▸ Task details
The exercise asks you to copy every line below in which "function" appears.

Records from a dataset
:::::

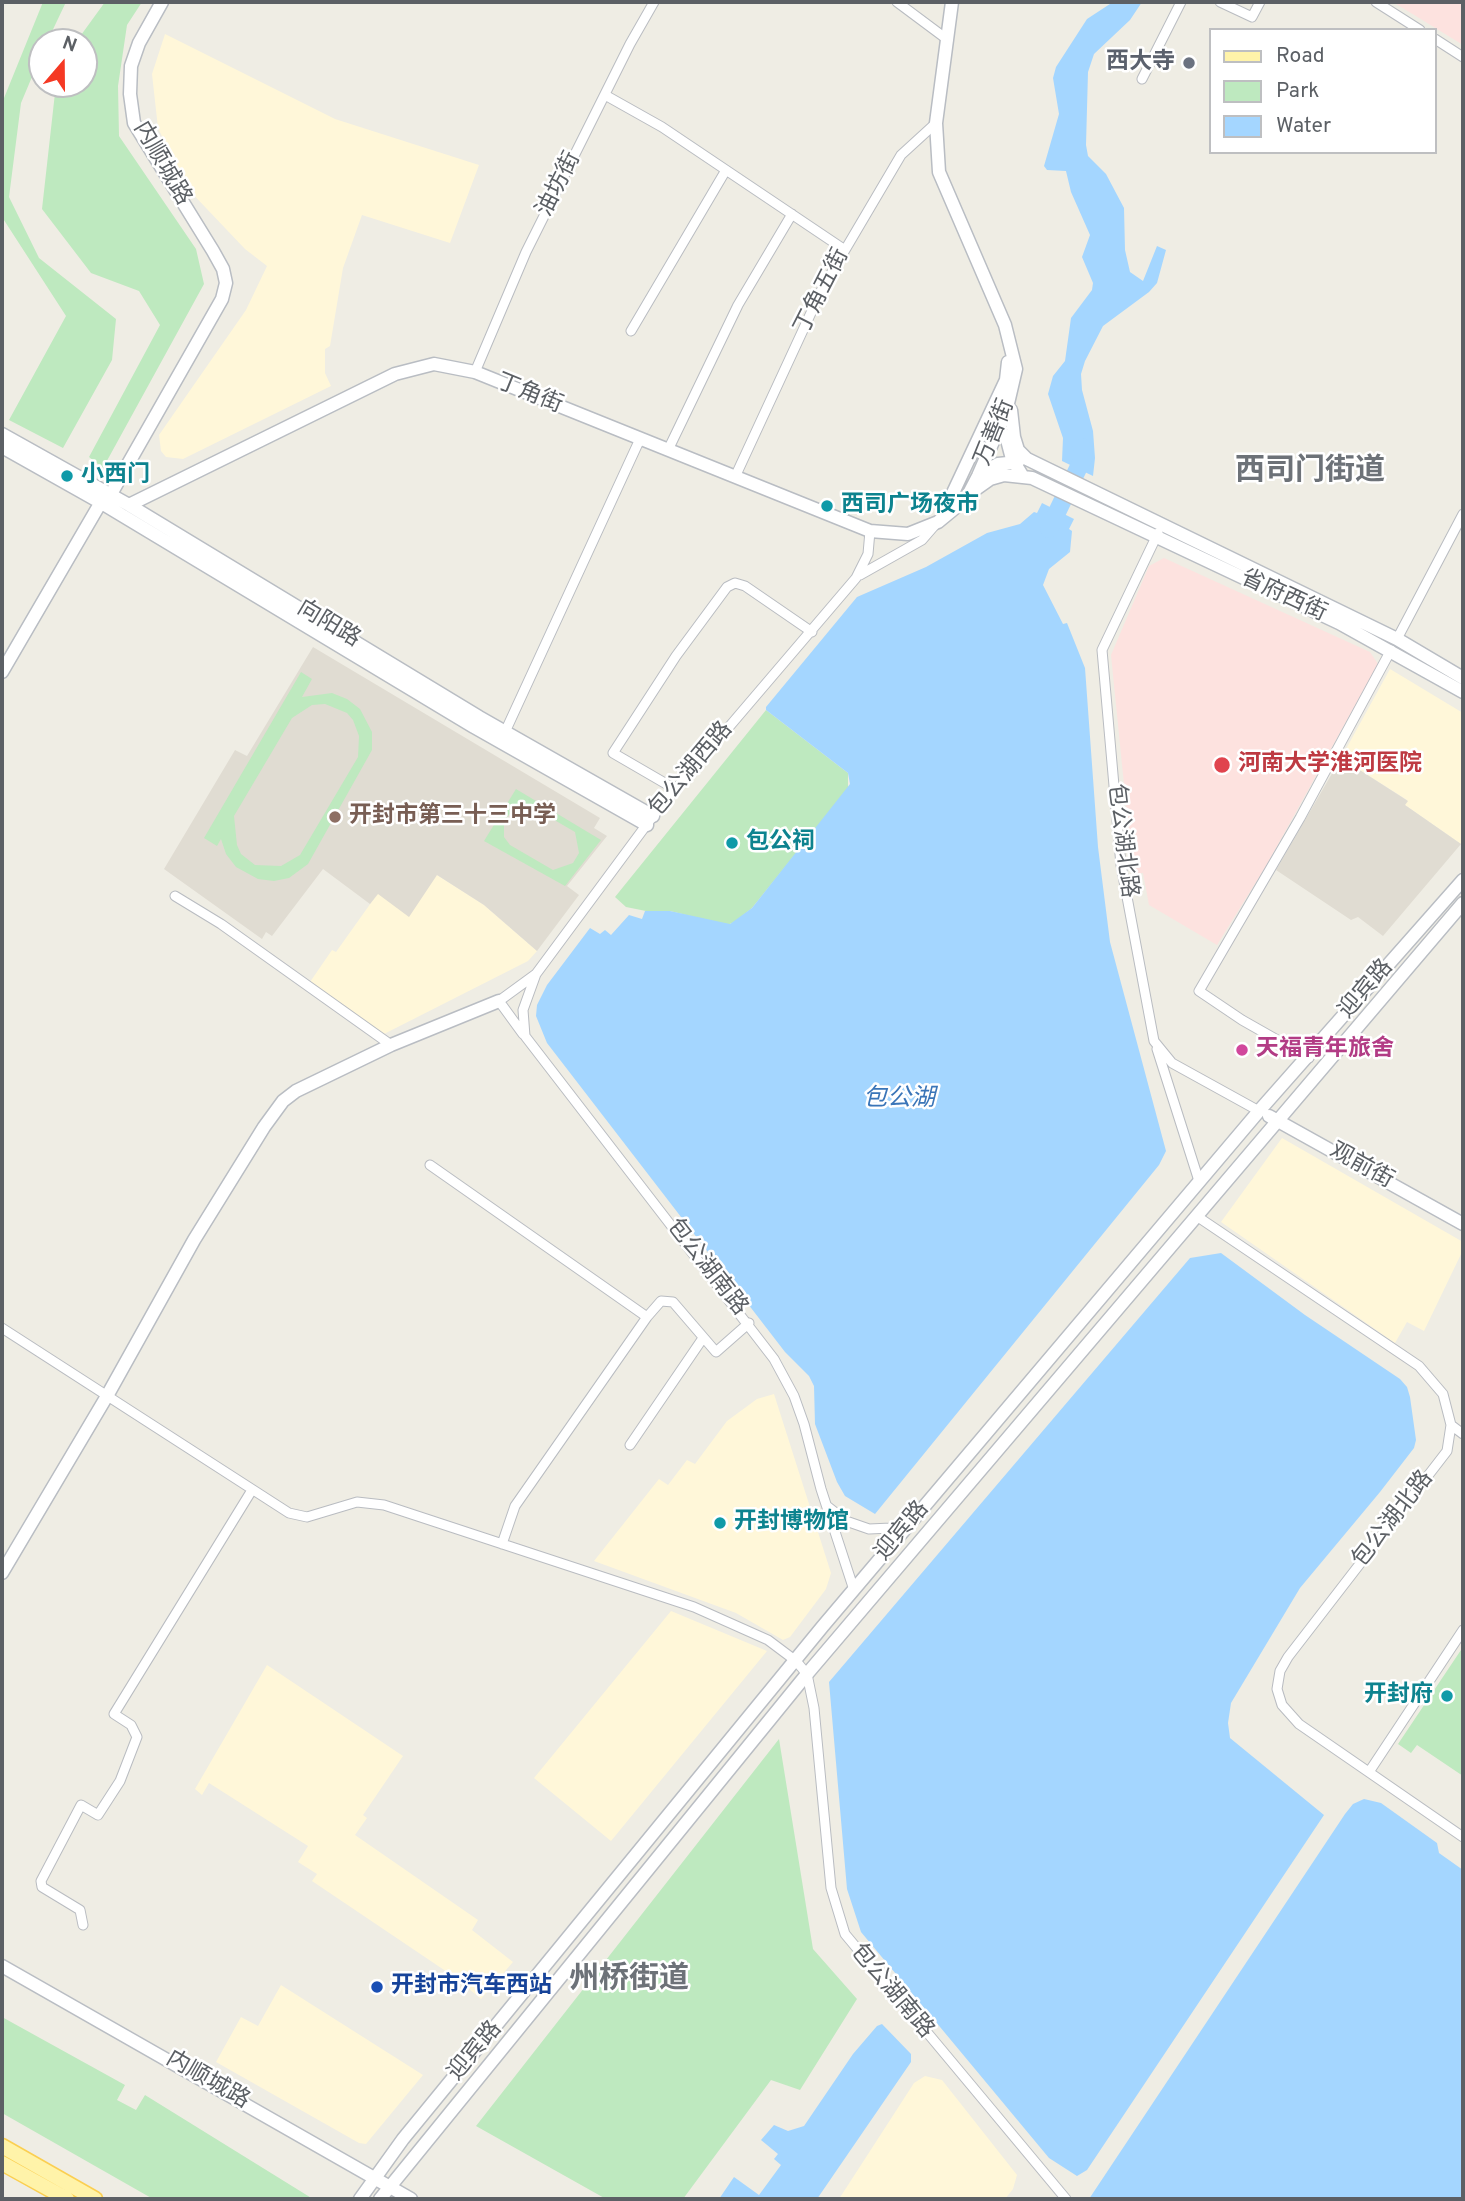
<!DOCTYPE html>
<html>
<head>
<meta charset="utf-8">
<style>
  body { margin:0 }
  #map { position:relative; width:1465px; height:2201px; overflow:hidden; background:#efede4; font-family:Overpass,sans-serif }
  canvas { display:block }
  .frame { position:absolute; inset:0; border:4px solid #5c6065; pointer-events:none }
  .legend { position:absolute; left:1209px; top:28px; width:228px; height:126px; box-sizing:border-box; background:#fff; border:2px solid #bebfc1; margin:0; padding:9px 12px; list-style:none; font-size:21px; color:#5c6065 }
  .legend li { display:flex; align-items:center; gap:14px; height:35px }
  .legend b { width:35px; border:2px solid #bebfc1 }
  .north { position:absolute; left:28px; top:28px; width:70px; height:70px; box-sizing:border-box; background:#fff; border:2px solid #bebfc1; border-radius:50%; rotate:20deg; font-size:19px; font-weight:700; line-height:28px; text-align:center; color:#5c6065 }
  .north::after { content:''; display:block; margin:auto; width:24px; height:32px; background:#f53924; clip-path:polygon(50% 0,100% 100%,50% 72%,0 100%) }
</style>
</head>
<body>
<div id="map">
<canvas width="1465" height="2201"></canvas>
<div class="frame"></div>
<ul class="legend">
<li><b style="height:9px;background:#fff3a9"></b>Road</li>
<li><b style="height:19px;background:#bee9bf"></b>Park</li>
<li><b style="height:19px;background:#a4d6ff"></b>Water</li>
</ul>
<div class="north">N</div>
</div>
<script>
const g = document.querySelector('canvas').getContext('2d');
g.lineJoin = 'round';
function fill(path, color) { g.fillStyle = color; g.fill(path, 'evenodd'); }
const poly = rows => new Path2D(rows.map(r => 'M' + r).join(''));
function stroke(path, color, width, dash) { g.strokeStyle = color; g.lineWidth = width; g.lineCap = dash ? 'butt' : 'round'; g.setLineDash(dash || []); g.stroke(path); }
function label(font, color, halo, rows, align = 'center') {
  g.font = font + ' Overpass,"Noto Sans SC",sans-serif'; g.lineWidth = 5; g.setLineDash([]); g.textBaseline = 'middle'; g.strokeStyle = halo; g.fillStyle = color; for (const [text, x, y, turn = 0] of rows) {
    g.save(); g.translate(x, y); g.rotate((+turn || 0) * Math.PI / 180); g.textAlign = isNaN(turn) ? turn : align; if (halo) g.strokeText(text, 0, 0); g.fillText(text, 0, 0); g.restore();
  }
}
fill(poly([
  [165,34,335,119,479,165,450,243,362,215,343,268,330,346,325,349,325,373,331,386,183,459,166,457,161,451,159,435,246,310,267,266,245,249,187,188,158,128,152,74],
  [1390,669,1463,713,1461,844,1405,805,1407,800,1341,758],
  [437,875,484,905,537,951,528,961,382,1035,310,982,332,950,336,952,378,893],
  [1282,1138,1463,1242,1463,1250,1424,1331,1407,1322,1395,1343,1221,1222],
  [774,1394,831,1573,826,1589,790,1637,783,1640,736,1613,594,1561,659,1479,668,1485,687,1460,695,1464,727,1421,757,1399],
  [671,1611,767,1651,611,1841,534,1778],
  [267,1665,403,1756,363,1815,367,1818,355,1835,478,1920,472,1930,513,1962,481,1999,456,1978,312,1881,317,1874,298,1862,308,1846,209,1783,202,1795,195,1789],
  [281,1985,423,2075,366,2144,359,2143,216,2062,241,2017,258,2026],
  [925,2076,942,2080,1017,2175,1013,2189,1005,2199,839,2199,914,2083]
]), '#fff7d9');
fill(poly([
  [313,647,600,818,594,828,607,836,567,886,579,895,537,951,484,905,437,875,409,917,378,894,370,904,323,869,272,936,266,932,262,939,164,869,235,750,247,756],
  [1341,758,1408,801,1405,805,1461,844,1383,936,1358,917,1351,920,1276,870]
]), '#e0dcd2');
fill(poly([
  [1393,2,1463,2,1463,45],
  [1164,558,1370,652,1378,664,1266,866,1217,945,1149,905,1143,873,1133,874,1111,655,1149,566]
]), '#fde2df');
fill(poly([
  [43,2,66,2,47,42,42,42,42,53,21,103,9,197,39,258,116,319,112,360,63,448,9,420,66,316,2,217,2,103],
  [105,2,142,2,127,25,118,86,119,136,196,249,204,284,103,468,89,457,160,325,139,291,91,273,42,209,56,84,84,84,84,42,76,42],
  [301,672,312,679,302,697,332,693,347,699,360,709,372,732,372,750,308,864,289,878,274,881,258,879,236,867,226,854,221,839,217,846,204,838],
  [325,704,347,713,353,720,359,736,358,757,300,855,281,866,255,865,241,854,237,845,234,816,292,718,312,705],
  [766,710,848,773,848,789,752,908,735,922,727,925,670,911,656,913,626,907,615,897],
  [516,789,601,840,565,886,484,841],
  [523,807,532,807,575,832,579,853,573,863,553,870,510,845,504,837,504,821,513,810],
  [1463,1647,1463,1776,1417,1745,1411,1753,1398,1744],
  [779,1739,813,1949,857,1999,800,2090,771,2080,683,2199,606,2199,476,2126],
  [2,2017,125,2085,117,2100,136,2110,145,2095,313,2199,153,2199,2,2113]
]), '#bee9bf');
fill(poly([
  [1113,2,1142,2,1130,20,1094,54,1088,72,1086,145,1088,156,1106,174,1124,208,1125,250,1130,272,1143,281,1157,246,1166,250,1157,283,1149,292,1103,326,1085,361,1081,374,1082,390,1093,431,1095,458,1093,476,1062,461,1063,438,1048,394,1053,376,1065,361,1071,318,1092,290,1093,283,1082,257,1090,235,1071,192,1066,171,1047,170,1044,166,1059,114,1053,78,1056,67,1087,19],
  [1042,503,1074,519,1069,529,1072,531,1070,552,1049,569,1043,585,1063,624,1067,623,1085,668,1098,847,1110,942,1166,1151,1159,1165,875,1514,845,1496,837,1482,815,1424,814,1386,809,1376,785,1352,547,1043,536,1016,537,1005,547,985,590,928,600,934,605,930,611,935,629,915,642,919,645,911,670,911,730,924,752,908,850,784,848,773,766,710,766,707,857,597,926,567,987,533,1020,524,1034,512,1037,513],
  [1221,1253,1305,1315,1400,1379,1407,1387,1410,1397,1416,1440,1414,1448,1380,1492,1300,1588,1231,1703,1228,1723,1230,1738,1324,1815,1087,2170,1077,2176,1049,2158,861,1932,847,1889,829,1682,1190,1258],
  [1364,1799,1381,1803,1437,1843,1439,1853,1463,1870,1463,2199,1089,2199,1345,1814,1353,1804],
  [882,2024,911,2054,911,2062,817,2199,719,2199,734,2177,759,2195,781,2165,774,2159,778,2154,761,2140,774,2125,788,2131,804,2126,853,2054,877,2026]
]), '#a4d6ff');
stroke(poly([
  [1049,529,1084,456,1082,447]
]), '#a4d6ff', 18);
const street = poly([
  [897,2,948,40],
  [1220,2,1252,17,1260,2],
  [1376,2,1420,30],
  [1435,39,1463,57],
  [1142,79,1181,2],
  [605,95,662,127,845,250],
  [631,331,726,170],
  [475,372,526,252,630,44,654,2],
  [668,450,738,305,792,214],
  [735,477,822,289,901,155,936,123],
  [1158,533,1102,650,1121,865,1154,1041,1172,1063,1259,1111],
  [860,575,922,540,935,525],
  [1397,639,1463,514],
  [505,732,640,439],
  [675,789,613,753,676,656,727,587,735,583,745,586,812,632],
  [175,896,221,924,391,1045],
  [536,974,523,1010,525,1036,774,1359,794,1396,804,1424,821,1489,854,1590],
  [523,1034,499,1001,536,974,653,816,856,578,868,554,870,531],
  [1157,1049,1199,1181],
  [1309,1058,1242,1020,1199,991,1300,818,1391,650],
  [430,1165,647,1317,661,1301,673,1302,716,1352,749,1323],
  [1198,1217,1419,1366,1443,1394,1451,1425,1447,1451,1288,1657,1280,1671,1277,1689,1282,1705,1299,1724,1463,1837],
  [2,1328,289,1513,307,1517,357,1502,384,1505,694,1607,768,1640,796,1661,807,1674,814,1708,831,1888,845,1934,1066,2199],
  [1451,1425,1463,1434],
  [630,1445,703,1338],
  [827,1506,846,1521,869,1529,891,1528,910,1520],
  [502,1544,515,1506,647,1317],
  [1369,1772,1463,1630],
  [83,1925,80,1910,42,1887,41,1881,81,1805,98,1815,120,1781,137,1737,131,1725,114,1714,252,1490]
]);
const secondary = poly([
  [1011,410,1014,437,1018,450,1027,459,1397,639,1463,678],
  [2,434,129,505,479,717,653,816],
  [1006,436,1012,459,1022,475],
  [2,447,105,505,474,727,647,825],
  [980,474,998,464,1018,462],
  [973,491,990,479,1004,475,1032,478,1339,623,1463,692],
  [107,501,222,299,226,283,223,269,213,251,134,123,130,94,131,66,139,43,162,2],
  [129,505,395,374,434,364,475,372,870,531,908,534,938,522,966,499,978,476,1006,412,1016,369,1005,325,939,172,936,123,952,2],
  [944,512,1006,380,1008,362],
  [2,672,101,502],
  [1269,1116,1463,1224],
  [2,1573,107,1396,194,1240,264,1127,283,1101,296,1091,391,1045,499,1001],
  [2,1966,411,2199],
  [360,2199,403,2139,823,1626,1259,1111,1463,880],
  [380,2199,807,1674,1463,903]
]);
const primary = poly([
  [2,2146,95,2199],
  [2,2163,67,2199]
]);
stroke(street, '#b9bcc1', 11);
stroke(secondary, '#b9bdc3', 15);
stroke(primary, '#fbcf51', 17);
stroke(street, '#fff', 9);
stroke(secondary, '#fff', 12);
stroke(primary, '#fff3a9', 14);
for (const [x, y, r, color] of [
  [1189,63,7,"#6b7280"],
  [67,476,7,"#0f9aa8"],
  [827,506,7,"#0f9aa8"],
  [1222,765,9,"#e0444e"],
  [335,817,7,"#8d6e63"],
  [732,843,7,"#0f9aa8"],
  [1242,1050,7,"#d1479c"],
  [720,1523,7,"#0f9aa8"],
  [1447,1696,7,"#0f9aa8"],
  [377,1987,7,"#1a4fb4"]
]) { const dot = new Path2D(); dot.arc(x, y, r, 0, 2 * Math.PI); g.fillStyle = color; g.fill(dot); stroke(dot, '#fff', 2.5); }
label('bold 23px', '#5b616d', '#fff', [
  ["西大寺",1175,63]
], 'right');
label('23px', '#5c6065', '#fff', [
  ["内顺城路",161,164,60],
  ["油坊街",560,185,-63],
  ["丁角五街",823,292,-63],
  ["丁角街",529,395,22],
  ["万善街",996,433,-68],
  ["省府西街",1283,597,25],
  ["向阳路",328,625,31],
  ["包公湖西路",692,770,-50],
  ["包公湖北路",1121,841,83],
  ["迎宾路",1367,990,-49],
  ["观前街",1361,1167,29],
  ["包公湖南路",706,1268,52],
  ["包公湖北路",1394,1520,-52],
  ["迎宾路",903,1532,-50],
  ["包公湖南路",891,1992,50],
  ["迎宾路",476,2052,-50],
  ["内顺城路",207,2081,30]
]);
label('bold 23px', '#0d838f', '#fff', [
  ["小西门",81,476],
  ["西司广场夜市",841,506],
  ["包公祠",746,843],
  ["开封博物馆",734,1523],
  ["开封府",1433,1696,"right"]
], 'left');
label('bold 23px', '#be3a42', '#fff', [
  ["河南大学淮河医院",1238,765]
], 'left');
label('bold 23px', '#785e54', '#fff', [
  ["开封市第三十三中学",349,817]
], 'left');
label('bold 23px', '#b23c85', '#fff', [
  ["天福青年旅舍",1256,1050]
], 'left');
label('bold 23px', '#164399', '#fff', [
  ["开封市汽车西站",391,1987]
], 'left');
label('italic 24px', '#3a75b8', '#fff', [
  ["包公湖",899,1100]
]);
label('bold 30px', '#6d7278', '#fff', [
  ["西司门街道",1310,473],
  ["州桥街道",629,1981]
]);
</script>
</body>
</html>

:::::

▸ Result
function fill(path, color) { g.fillStyle = color; g.fill(path, 'evenodd'); }
function stroke(path, color, width, dash) { g.strokeStyle = color; g.lineWidth = width; g.lineCap = dash ? 'butt' : 'round'; g.setLineDash(dash || []); g.stroke(path); }
function label(font, color, halo, rows, align = 'center') {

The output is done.